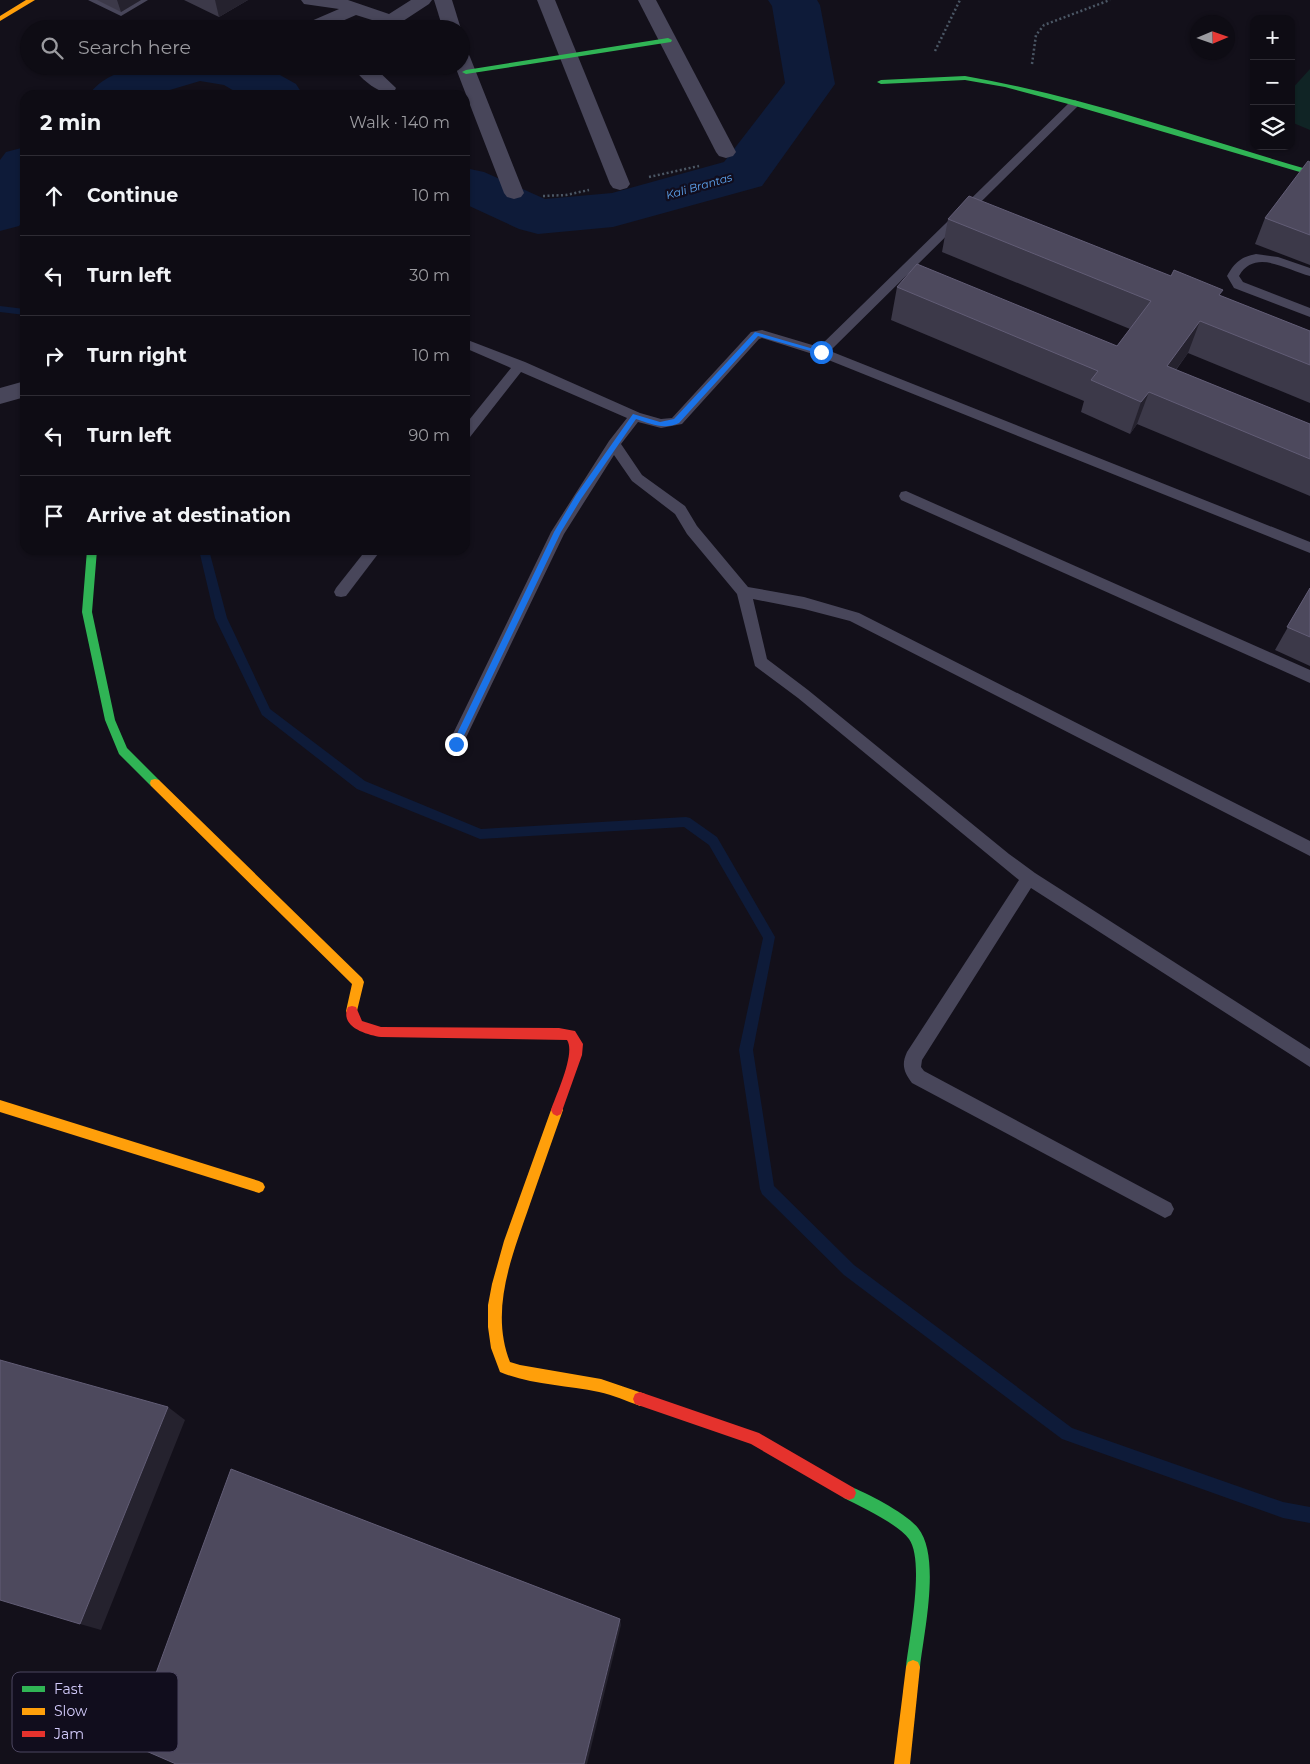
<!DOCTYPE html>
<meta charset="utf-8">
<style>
body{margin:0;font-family:Montserrat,sans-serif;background:#17151d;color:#f1f3f6}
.controls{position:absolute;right:15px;top:15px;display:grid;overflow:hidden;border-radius:10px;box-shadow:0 1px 4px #0004}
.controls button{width:45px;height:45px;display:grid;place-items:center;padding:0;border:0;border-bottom:1px solid #2e2c34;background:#0e0c14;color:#f1f3f6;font:25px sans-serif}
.compass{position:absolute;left:1190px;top:15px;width:45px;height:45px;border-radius:50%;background:#0e0c14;box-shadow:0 1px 4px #0004;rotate:88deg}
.stop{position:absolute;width:15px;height:15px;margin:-11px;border:4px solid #1a73e8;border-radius:50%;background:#fff}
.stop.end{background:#1a73e8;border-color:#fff;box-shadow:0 1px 5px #0008}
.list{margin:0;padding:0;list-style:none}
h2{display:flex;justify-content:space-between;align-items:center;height:65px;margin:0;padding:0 20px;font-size:21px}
h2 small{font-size:16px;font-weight:400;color:#9b9ba0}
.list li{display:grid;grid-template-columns:32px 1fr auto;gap:15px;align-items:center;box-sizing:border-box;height:80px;padding:0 20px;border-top:1px solid #2e2c34}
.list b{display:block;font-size:19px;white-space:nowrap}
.list em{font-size:16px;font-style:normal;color:#9b9ba0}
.icon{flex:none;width:28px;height:28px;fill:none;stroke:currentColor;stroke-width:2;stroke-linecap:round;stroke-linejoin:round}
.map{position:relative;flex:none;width:1310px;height:1764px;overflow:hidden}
.search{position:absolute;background:#0e0c14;box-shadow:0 1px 4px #0004;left:20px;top:20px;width:450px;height:55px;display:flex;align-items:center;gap:12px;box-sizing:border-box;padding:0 18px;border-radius:28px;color:#9b9ba0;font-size:19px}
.panel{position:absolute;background:#0e0c14;box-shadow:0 1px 4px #0004;left:20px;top:90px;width:450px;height:465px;border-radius:15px}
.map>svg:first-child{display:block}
.green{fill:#102425}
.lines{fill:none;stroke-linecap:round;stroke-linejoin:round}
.stream{fill:#0e1b39;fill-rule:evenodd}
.river{fill:#0e1b39;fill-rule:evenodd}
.path{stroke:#4b5765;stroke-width:2.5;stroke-dasharray:2 2.5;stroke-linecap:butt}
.lane{fill:#48465a;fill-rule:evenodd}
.street{fill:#48465a;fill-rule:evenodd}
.fast{fill:#30b455;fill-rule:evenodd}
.slow{fill:#ff9f0a;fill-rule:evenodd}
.jam{fill:#e5322d;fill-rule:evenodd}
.wall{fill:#3c3949}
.shaded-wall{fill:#25222e}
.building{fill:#4d495d;stroke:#625d76}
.route{fill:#1a73e8}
.labels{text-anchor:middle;stroke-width:4.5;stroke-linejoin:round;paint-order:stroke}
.far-water-label{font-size:11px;font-style:italic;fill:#60a9f6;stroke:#110d1d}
.key{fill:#110d1d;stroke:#4c4660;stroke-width:1}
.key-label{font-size:14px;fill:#d4ccfc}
</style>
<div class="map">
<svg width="1310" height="1764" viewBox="0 0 1310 1764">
<rect width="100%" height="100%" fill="#13101a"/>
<polygon class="green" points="1310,69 1310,130 1291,122 1291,90"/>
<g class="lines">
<g class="stream">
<polygon points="0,306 25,309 25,315 0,312"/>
<polygon points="199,550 209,550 227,618 270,709 365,781 481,829 686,817 690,818 717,837 775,937 753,1050 774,1186 854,1265 1072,1428 1283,1502 1310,1507 1310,1523 1283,1518 1062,1439 844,1275 762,1194 760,1189 739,1050 763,938 709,845 684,827 480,839 357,789 262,715 215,618"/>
</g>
<g class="river">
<polygon points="768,0 817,0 820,5 835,84 762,186 613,227 538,234 519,229 465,204 465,168 484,172 545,199 612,193 724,162 785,83 772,6"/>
<path d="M140 66H264L296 84 303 95H241L224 85 200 81 153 95H89C100 78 121 71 140 66Z"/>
<polygon points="25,147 25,217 19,226 0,231 0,160 6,152"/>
</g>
<g class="path">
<polyline points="935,51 960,0"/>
<polyline points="1032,64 1036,35 1044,25 1110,0"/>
<polyline points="649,177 699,166"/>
<polyline points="543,196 566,195 589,190"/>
</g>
<g class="lane">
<polygon points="88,0 102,0 121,9 135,0 148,0 121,16"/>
<path d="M1075 100 1081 103 1079 105 830 351 1310 542V553L816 355 762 338 759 339 682 424 661 428 638 422 621 444 642 475 685 506 697 526 748 587 804 597 859 613 1310 841V856L850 621 804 609 753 599 767 659 808 690 1009 854 1035 873 1310 1049V1067L1031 888 922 1060 921 1067 924 1071 1171 1203 1174 1209 1171 1215 1165 1218 912 1083C904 1072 901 1065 907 1052L1019 880 798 698 755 666 737 594 687 534 675 514 632 481 614 455 564 534 461 748 456 750 451 748 448 744 551 532 609 441 627 418 521 372 470 437 465 439V425L511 368 465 348V339L525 362 640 413 661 419 672 418 751 332 762 330 819 347 1071 101Z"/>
<path d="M1256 254 1278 257 1310 268V276C1287 270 1255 248 1239 276L1243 282 1310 308V317L1234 288 1227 276C1235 262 1241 257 1256 254Z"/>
<polygon points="906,491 1310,670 1310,683 901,500 899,496 901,492"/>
<polygon points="366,550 381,550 346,596 341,597 336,596 334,592 336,588"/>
</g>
<g class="street">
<polygon points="301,0 348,0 389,14 411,0 432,0 429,4 397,25 391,26 356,15 324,29 299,29 302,25 339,9 304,4"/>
<polygon points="434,0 452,0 461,29 443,29"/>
<polygon points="537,0 555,0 630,184 627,188 620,190 613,188 610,184"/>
<polygon points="638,0 656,0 736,152 733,156 726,158 719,156 716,152"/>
<polygon points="461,52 468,53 470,57 524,193 521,197 514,199 507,197 504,193 455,66 461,66"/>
<path d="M352 66H373L396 88 394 92C379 96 360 78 352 66Z"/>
<polygon points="25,381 25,397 0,404 0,388"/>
</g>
<g class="fast">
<polygon points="668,38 672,40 671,42 466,74 462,72 466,70"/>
<path d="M965 76C1082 96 1196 137 1310 170V175L1072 105 1005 87 965 80 881 84 877 82 881 80Z"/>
<polygon points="87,550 97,550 92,612 115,720 127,748 159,780 160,783 159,786 151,786 119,754 105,720 82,612"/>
<path d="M849 1486C867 1493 906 1513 918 1528 941 1556 924 1632 920 1667L918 1672 913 1674 908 1672 906 1667C909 1639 925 1561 909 1539 898 1524 860 1506 844 1498L842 1493 844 1488Z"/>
</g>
<g class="slow">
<polygon points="26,0 35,0 0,21 0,16"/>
<polygon points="155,779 159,780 362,978 364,982 356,1015 352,1016 348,1015 346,1011 352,984 151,786 150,783 151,780"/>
<polygon points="0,1100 259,1181 263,1183 265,1187 263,1191 259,1193 0,1112"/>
<path d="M557 1104 561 1106 563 1110C552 1141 541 1172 530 1204 513 1254 489 1309 510 1362L520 1365 601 1379 645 1394 647 1399 645 1404 640 1406C627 1401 613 1395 599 1392 566 1385 531 1385 500 1372L491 1348 488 1327V1305L492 1284 504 1241 551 1110 553 1106Z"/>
<polygon points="913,1660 918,1662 920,1667 910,1764 894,1764 906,1667 908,1662"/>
</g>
<g class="jam">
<path d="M352 1006 356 1007 362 1021 381 1027 559 1028 575 1031 583 1044 582 1055 561 1114 557 1116 553 1114 551 1110C556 1095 576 1053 567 1040L381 1037C367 1035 339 1027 348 1007Z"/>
<polygon points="640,1392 759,1433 854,1488 856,1493 854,1498 849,1500 844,1498 751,1444 635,1404 633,1399 635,1394"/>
</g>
</g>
<g class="wall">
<polygon points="97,0 141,0 121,12"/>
<polygon points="184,0 248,0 219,17"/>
<polygon points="1310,162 1310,265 1255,244 1265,218"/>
<polygon points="948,219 1221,296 1310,331 1310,403 1188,353 1176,370 1310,424 1310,496 1137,424 1130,434 1081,412 1084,401 891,320 897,287 1117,346 1130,329 942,252"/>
<polygon points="1310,588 1310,666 1275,650"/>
</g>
<g class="shaded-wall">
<polygon points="117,0 141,0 121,12"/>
<polygon points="215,0 248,0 219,17"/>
<polygon points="1200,321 1188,353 1157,395 1167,366"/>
<polygon points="1149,392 1137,424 1130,434 1141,402"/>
<polygon points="168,1407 185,1420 101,1630 80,1624"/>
<polygon points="620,1619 621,1625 587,1764 584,1764"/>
</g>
<g class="building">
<polygon points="1308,161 1310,162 1310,235 1265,218"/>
<polygon points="969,196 1171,276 1174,270 1223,290 1219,295 1310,331 1310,365 1200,321 1167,366 1310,424 1310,459 1149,392 1141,402 1091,380 1098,371 897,287 917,264 1117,346 1151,301 948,219"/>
<polygon points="1310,588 1310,637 1287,627"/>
<polygon points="0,1360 168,1407 80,1624 0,1600"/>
<polygon points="231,1469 620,1619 584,1764 176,1764 130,1744"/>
</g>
<path class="route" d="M755 332 824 352 821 354 758 336 679 423C664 430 651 424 636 419L581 499 561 532 460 744 456 747 453 746 452 744 554 532 576 495 633 414 660 422 674 419Z"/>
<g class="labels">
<g class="far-water-label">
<text transform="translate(699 186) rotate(-16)" y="4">Kali Brantas</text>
</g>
</g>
<rect x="12" y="1672" width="166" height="80" rx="8" class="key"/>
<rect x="22" y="1686" width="23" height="6" fill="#30b455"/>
<rect x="22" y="1708" width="23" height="7" fill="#ff9f0a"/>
<rect x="22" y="1731" width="23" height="6" fill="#e5322d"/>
<g class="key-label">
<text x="54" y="1694">Fast</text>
<text x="54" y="1716">Slow</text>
<text x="54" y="1739">Jam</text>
</g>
</svg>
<div class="controls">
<button>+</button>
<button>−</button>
<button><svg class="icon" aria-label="layers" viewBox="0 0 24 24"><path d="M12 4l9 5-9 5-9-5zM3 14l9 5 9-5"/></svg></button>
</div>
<svg class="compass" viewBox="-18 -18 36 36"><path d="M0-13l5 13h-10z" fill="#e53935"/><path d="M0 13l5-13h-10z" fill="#9b9ba0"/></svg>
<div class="stop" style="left:821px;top:352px"></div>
<div class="stop end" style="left:456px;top:744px"></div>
<div class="search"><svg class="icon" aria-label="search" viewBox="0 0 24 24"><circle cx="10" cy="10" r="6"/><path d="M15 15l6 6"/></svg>Search here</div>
<section class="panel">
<h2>2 min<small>Walk · 140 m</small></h2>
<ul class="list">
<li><svg class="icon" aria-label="ahead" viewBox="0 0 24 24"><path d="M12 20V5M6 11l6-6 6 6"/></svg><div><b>Continue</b></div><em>10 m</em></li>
<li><svg class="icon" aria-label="left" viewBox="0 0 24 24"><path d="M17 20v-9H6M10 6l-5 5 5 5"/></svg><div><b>Turn left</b></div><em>30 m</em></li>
<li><svg class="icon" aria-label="right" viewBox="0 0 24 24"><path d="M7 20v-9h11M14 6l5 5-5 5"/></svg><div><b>Turn right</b></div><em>10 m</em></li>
<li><svg class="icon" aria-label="left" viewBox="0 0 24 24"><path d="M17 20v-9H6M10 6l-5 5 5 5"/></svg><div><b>Turn left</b></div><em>90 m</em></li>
<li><svg class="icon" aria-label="arrive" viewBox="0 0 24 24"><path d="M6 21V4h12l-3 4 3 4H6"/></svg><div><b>Arrive at destination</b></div></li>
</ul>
</section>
</div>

::::::

"list" is the word to look for; copy every line of the data that has it.

.list{margin:0;padding:0;list-style:none}
.list li{display:grid;grid-template-columns:32px 1fr auto;gap:15px;align-items:center;box-sizing:border-box;height:80px;padding:0 20px;border-top:1px solid #2e2c34}
.list b{display:block;font-size:19px;white-space:nowrap}
.list em{font-size:16px;font-style:normal;color:#9b9ba0}
<ul class="list">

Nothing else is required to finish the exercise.